• _What is being asked_
Skip the pictures. Transcribe the rest of the data below without changing a word.

• _Material for this exercise_
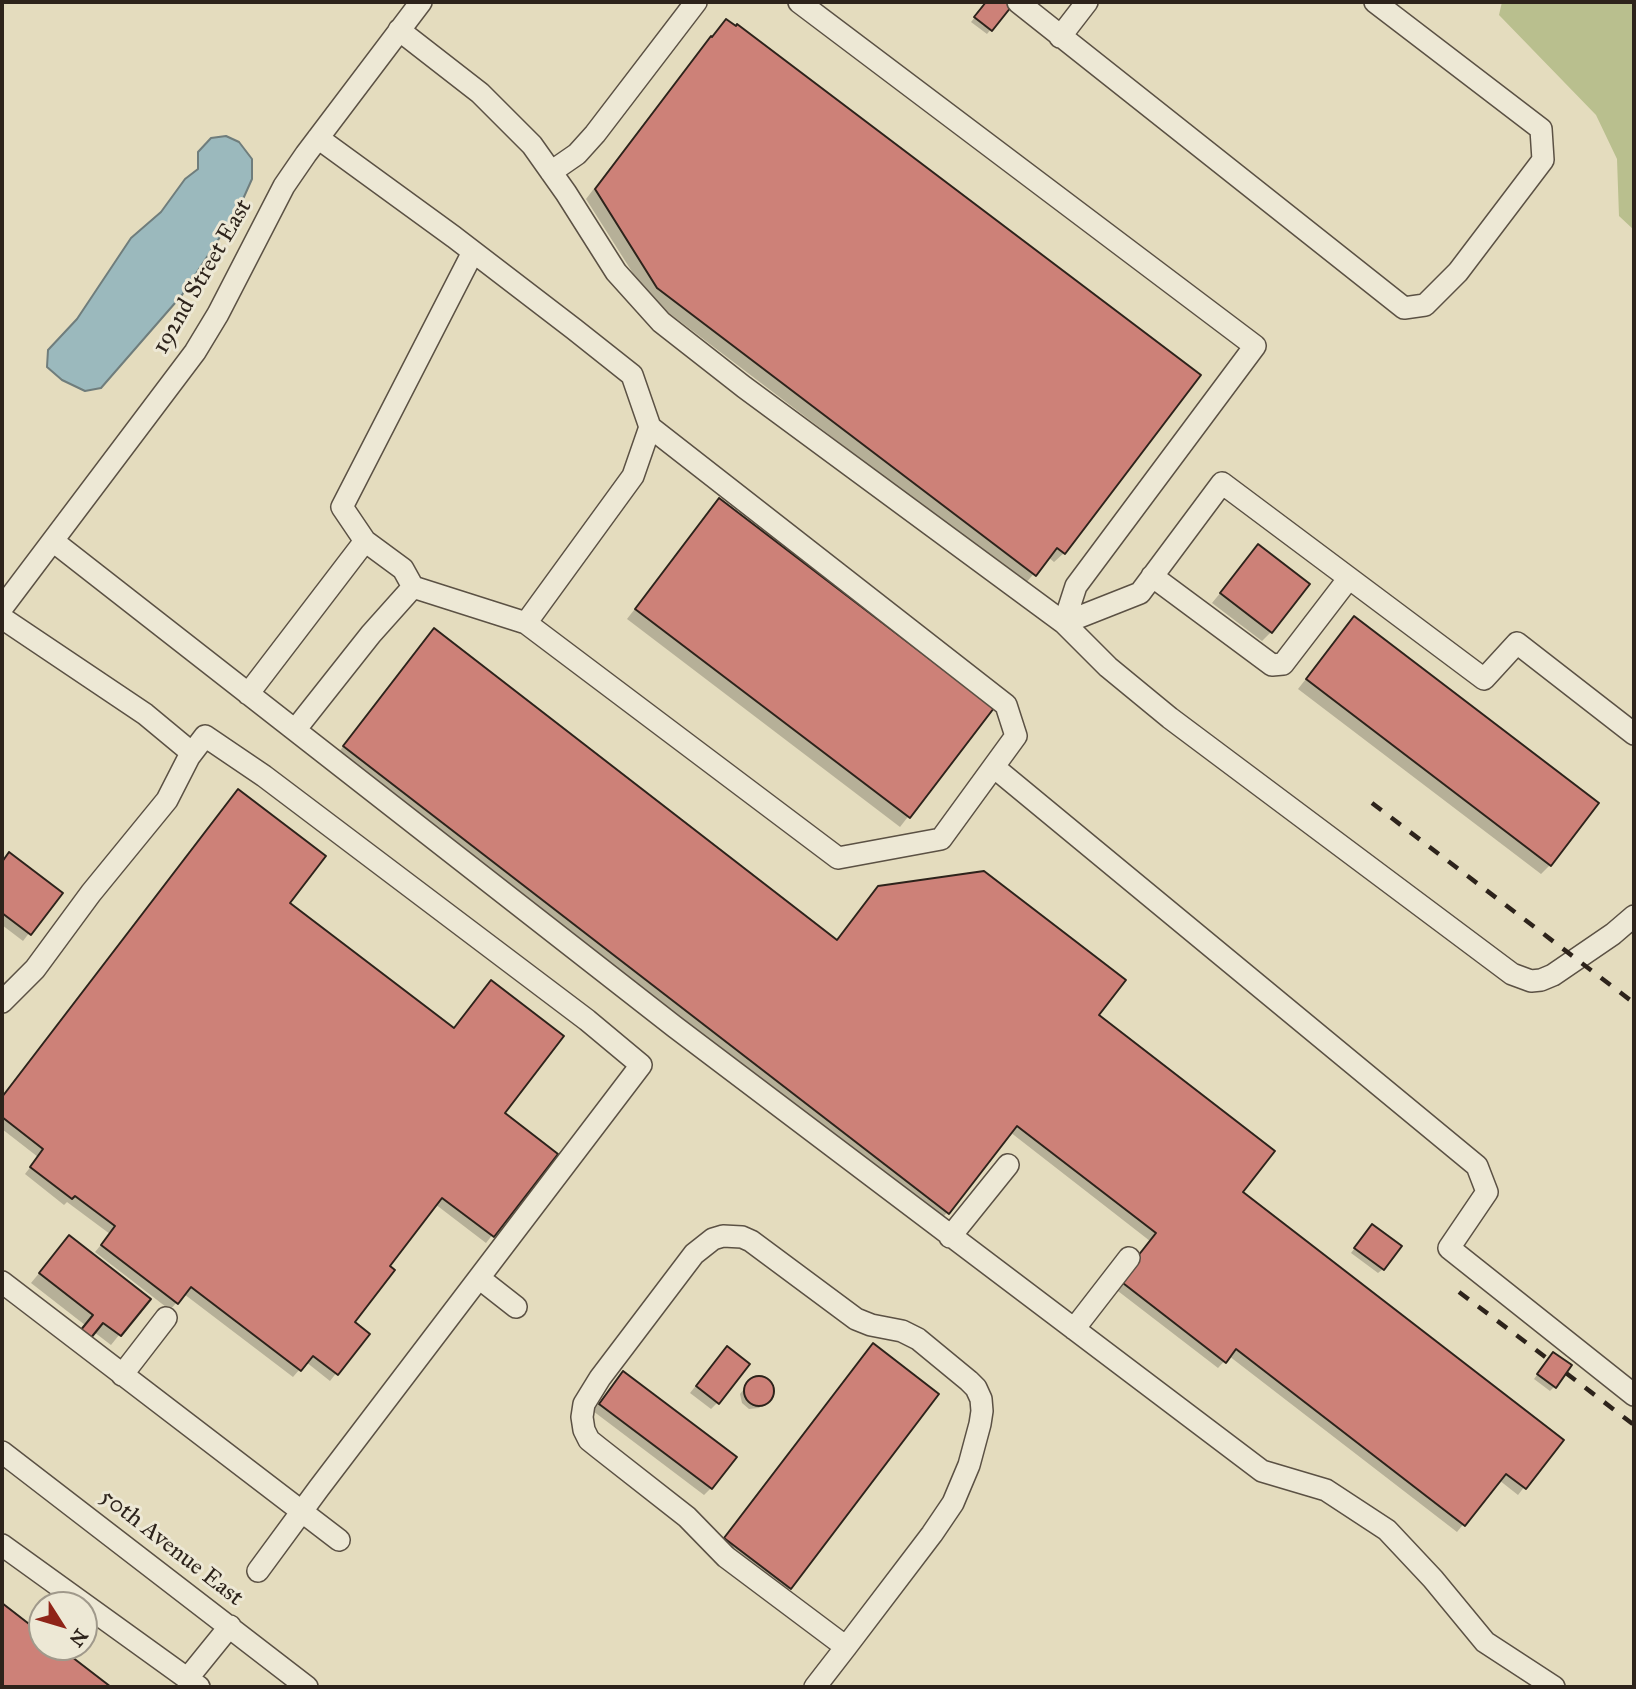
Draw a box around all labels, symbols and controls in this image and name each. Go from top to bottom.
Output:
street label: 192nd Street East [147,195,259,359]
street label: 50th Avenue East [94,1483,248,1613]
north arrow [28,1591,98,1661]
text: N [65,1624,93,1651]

• _Reply to the exercise_
Draw a box around all labels, symbols and controls in this image and name each. Go from top to bottom.
Output:
street label: 192nd Street East [147,195,259,359]
street label: 50th Avenue East [94,1483,248,1613]
north arrow [28,1591,98,1661]
text: N [65,1624,93,1651]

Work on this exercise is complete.